Opioid distributors are blaming others for the addiction crisis.


AmerisourceBergen Corp., McKesson Corp. and Cardinal Health Inc. are defending themselves against a lawsuit against the three companies brought by the city of Huntington and Cabell County in West Virginia by suggesting the blame should be on physicians, drug makers, and regulators.  They’re pointing fingers at these other parties, but Huntington and Cabell aren’t buying it.

There were more than “1,100 opioid-related deaths and 7,000 overdoses” in Cabell County in the past ten years, according to county data.   Attorney Anne McGinness Kearse, of Motley Rice LLC on behalf of the City of Huntington, said “an estimated 8,000 people of its population of about 100,000, about 8%,  are suffering substance use disorder.”

“We intend to prove the simple truth that the distributor defendants sold a mountain of opioid pills into our community, fueling the opioid epidemic,” Paul Farrell, attorney Cabell County, added.  Both are seeking an estimated $2.6 billion.

'The Big Three' are Blaming Doctors, Patients & Drug Makers
Photo by Polina Tankilevitch from Pexels

The lawsuits, first filed in March 2017, alleged the “Big Three” are responsible, at least in part, for the epidemic after more than 80 million doses of opioid medication were sent to the area over the course of eight years, from 2006 to 2014.  More than “1.1 billion prescription pain pills were supplied to West Virginia,” the court records state.  Opioids, in general, “resulted in the overdose deaths of nearly 500,000 people in the United States from 1999 to 2019,” according to the U.S. Centers for Disease Control and Prevention (CDC).

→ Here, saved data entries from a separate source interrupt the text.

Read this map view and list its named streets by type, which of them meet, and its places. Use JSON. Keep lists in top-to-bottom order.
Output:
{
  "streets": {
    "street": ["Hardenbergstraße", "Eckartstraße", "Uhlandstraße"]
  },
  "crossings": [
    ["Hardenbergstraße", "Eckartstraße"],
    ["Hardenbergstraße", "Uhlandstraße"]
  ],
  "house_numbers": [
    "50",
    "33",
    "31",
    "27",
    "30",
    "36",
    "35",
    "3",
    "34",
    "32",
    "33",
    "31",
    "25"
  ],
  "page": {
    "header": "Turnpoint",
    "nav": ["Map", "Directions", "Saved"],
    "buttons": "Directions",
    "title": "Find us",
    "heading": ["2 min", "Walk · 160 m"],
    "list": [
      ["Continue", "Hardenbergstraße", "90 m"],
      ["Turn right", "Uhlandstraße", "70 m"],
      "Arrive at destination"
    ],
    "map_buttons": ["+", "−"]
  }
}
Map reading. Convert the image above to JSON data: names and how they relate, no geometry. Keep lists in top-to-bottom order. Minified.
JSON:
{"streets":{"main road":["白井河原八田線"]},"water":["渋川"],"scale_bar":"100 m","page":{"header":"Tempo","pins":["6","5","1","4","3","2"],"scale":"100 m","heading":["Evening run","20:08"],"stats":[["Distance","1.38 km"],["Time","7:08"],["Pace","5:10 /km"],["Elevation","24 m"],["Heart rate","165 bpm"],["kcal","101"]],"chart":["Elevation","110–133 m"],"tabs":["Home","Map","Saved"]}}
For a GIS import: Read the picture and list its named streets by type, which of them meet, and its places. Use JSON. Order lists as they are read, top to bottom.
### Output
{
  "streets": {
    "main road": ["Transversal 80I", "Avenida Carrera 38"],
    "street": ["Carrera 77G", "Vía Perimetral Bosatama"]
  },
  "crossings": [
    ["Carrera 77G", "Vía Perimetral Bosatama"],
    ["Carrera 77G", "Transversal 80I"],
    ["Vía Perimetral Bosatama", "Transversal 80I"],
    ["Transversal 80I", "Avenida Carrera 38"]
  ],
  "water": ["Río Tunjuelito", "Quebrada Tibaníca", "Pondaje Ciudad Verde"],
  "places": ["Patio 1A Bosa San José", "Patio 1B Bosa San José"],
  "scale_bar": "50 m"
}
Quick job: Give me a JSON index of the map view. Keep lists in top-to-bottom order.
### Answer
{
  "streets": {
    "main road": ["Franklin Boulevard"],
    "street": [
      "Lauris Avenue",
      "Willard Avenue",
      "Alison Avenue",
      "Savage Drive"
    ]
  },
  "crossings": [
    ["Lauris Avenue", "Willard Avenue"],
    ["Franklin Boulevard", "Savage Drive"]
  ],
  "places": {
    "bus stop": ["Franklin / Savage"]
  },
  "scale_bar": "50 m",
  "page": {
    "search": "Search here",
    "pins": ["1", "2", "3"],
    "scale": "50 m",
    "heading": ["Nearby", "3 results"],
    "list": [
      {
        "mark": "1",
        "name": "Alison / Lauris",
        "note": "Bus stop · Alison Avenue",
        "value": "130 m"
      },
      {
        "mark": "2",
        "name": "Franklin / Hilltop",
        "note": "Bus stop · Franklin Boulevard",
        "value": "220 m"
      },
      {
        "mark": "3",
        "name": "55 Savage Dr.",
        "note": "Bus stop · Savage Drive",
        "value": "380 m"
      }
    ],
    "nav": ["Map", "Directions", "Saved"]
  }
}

The city and county have argued that the three distributors “failed to follow a duty under federal law to monitor, detect, investigate, refuse and report suspicious orders of prescription opiates in the county,” according to the suit.  And, therefore, they need to be held accountable.

Huntington Mayor Steve Williams, joined by attorney Charles (Rusty) Webb, said, “I’m just glad we are in the same room as the defendants and they have to answer our questions and, when they are answering, we are sitting right there.  Every citizen of Huntington is sitting in that room.  Every citizen of Cabell County is sitting in that room, and it’s affecting every citizen of West Virginia.”

Farrell Jr. contends the companies “had made the promise of doing better but, at some point, switched to a defense that they had done nothing wrong, and it was not their duty to report suspicious orders and control supply.”

“ It was not suspicious that Cardinal Health was getting more orders for opioids.  We are a mirror on what happens in healthcare,” Enu Mainigi, an attorney Cardinal, said. “We reflect it, we don’t drive it.”  She added that the drugs dispensed in Cabell County “weren’t an accurate representation of how many were in the county because people traveled in and out of it for appointments.”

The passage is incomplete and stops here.